[Required action]:
Look through the records below, count the lines with the word "body", and reply with only the number.

▽

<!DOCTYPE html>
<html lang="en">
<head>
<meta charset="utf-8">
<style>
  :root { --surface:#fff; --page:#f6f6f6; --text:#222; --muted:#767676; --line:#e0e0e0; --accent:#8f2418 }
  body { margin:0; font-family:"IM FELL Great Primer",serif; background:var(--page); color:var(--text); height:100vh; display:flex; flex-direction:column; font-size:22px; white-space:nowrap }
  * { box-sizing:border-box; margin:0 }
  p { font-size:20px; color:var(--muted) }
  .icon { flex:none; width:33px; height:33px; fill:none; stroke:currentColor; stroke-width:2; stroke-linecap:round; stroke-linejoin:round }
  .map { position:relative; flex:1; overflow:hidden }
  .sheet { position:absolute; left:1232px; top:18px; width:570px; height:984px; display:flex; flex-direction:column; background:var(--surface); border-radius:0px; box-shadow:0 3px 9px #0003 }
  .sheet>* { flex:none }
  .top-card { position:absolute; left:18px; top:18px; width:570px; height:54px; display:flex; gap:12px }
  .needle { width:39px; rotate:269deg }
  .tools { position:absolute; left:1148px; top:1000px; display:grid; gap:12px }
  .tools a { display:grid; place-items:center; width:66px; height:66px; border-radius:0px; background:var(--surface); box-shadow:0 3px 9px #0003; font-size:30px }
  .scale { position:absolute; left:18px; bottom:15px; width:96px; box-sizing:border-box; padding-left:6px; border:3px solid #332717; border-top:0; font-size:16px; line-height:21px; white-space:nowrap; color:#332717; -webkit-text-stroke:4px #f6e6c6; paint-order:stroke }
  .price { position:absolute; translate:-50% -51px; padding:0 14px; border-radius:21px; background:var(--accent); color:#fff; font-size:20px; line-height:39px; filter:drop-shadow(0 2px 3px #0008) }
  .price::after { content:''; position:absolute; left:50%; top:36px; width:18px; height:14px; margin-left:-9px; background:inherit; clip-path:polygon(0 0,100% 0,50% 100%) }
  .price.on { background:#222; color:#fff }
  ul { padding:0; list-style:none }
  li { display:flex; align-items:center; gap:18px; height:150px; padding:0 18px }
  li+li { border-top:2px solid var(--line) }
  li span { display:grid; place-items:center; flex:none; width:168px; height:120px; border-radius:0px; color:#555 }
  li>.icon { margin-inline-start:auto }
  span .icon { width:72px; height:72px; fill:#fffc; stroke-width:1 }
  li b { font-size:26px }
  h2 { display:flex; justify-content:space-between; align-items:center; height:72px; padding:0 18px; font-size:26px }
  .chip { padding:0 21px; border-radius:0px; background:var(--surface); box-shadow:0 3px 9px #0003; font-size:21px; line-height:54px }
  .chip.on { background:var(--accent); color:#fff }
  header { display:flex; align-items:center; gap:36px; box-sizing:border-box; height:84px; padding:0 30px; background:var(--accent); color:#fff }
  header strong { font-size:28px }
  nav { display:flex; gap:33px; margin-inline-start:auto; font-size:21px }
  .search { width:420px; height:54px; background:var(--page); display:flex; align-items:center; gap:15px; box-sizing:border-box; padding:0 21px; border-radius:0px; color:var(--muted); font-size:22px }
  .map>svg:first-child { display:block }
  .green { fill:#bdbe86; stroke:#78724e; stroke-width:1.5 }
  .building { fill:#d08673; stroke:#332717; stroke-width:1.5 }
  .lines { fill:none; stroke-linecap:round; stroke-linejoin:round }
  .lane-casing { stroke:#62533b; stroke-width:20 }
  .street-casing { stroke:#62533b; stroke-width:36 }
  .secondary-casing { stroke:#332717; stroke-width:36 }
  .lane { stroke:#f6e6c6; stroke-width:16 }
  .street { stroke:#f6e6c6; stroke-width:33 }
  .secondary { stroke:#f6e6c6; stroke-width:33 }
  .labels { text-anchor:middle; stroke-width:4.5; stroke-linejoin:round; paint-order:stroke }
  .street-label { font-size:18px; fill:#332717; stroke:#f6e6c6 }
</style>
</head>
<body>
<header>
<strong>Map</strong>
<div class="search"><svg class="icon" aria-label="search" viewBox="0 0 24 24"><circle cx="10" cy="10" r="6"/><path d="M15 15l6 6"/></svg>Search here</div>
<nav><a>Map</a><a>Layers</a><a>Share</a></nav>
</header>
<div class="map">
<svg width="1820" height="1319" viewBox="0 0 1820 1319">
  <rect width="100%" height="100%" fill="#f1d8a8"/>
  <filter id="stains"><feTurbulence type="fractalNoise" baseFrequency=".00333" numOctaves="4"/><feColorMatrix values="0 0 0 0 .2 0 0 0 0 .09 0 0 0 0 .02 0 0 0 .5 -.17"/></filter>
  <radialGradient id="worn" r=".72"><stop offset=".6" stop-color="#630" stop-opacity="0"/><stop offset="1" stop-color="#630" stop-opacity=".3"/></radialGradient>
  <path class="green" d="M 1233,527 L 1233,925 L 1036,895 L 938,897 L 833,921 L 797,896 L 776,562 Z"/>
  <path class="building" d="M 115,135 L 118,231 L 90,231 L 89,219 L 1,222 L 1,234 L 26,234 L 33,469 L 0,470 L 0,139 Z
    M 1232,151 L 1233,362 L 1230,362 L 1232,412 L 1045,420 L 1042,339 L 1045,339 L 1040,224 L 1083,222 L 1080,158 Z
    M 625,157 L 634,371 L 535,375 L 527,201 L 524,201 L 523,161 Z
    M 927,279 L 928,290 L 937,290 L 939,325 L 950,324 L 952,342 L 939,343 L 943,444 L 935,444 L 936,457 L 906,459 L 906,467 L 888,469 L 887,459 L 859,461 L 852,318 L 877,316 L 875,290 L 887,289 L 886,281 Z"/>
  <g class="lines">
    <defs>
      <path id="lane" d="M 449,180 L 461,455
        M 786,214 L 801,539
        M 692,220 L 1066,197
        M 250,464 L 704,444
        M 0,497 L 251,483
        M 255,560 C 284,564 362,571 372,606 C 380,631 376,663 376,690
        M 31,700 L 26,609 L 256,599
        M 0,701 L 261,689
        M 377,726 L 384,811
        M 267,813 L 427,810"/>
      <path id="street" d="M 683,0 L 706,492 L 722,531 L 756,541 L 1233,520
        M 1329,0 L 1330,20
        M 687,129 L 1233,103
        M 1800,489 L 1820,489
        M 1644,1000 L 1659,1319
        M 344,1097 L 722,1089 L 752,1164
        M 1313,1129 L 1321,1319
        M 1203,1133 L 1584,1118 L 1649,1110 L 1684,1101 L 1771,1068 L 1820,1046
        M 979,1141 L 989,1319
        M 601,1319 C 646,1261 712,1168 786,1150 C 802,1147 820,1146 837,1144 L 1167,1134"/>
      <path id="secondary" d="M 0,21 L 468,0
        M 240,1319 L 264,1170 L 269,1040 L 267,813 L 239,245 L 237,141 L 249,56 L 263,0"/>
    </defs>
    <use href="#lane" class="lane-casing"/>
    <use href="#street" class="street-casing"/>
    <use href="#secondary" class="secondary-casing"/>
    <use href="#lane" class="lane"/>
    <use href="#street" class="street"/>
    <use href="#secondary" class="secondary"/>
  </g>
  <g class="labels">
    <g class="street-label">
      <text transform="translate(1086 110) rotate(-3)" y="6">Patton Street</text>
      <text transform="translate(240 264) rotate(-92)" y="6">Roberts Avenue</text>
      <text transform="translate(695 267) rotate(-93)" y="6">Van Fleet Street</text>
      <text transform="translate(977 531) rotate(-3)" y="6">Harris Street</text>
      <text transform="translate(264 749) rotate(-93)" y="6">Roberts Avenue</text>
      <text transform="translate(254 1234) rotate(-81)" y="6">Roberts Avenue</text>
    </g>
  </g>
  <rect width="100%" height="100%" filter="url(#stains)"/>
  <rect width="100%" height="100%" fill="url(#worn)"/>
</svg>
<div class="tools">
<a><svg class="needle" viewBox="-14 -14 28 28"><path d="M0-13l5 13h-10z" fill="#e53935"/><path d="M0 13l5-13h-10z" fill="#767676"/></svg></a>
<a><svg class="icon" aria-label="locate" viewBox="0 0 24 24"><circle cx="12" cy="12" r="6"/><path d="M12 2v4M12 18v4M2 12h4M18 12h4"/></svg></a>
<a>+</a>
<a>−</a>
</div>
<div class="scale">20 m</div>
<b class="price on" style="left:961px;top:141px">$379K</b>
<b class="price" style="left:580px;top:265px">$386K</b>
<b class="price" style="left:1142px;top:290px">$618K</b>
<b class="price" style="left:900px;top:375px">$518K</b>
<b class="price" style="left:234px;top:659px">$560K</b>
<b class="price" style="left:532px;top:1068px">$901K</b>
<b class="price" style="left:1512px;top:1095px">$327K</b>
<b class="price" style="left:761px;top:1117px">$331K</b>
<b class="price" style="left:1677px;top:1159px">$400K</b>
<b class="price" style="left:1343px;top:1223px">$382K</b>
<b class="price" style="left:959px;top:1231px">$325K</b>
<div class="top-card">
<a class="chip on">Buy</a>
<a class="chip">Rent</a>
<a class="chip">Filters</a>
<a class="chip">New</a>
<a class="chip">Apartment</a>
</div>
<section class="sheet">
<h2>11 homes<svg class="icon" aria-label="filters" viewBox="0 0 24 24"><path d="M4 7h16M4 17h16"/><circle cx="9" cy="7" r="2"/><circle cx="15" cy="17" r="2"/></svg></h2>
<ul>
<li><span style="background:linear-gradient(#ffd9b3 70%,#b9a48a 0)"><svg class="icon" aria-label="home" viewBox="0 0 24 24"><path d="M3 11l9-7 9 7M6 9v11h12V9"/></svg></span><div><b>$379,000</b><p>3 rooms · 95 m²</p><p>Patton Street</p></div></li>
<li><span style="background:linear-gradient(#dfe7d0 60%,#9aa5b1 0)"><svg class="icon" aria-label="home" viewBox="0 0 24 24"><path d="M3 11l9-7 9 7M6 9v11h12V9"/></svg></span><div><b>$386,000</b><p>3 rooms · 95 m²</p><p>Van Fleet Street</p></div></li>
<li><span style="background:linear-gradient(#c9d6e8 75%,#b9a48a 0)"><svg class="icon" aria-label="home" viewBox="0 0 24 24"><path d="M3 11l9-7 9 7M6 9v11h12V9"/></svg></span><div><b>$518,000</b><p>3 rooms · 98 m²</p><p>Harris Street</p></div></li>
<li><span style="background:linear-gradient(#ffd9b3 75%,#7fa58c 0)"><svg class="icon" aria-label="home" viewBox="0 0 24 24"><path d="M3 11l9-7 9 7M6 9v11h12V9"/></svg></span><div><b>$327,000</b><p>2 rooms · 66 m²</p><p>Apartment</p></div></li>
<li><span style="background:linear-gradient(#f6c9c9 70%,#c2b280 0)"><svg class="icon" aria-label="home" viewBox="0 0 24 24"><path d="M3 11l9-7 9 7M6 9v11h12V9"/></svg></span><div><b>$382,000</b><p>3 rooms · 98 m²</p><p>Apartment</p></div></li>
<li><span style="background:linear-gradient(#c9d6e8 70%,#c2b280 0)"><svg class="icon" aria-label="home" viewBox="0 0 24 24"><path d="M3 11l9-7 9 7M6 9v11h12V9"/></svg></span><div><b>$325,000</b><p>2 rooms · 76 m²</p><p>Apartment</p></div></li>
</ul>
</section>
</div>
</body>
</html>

△

[Result]:
3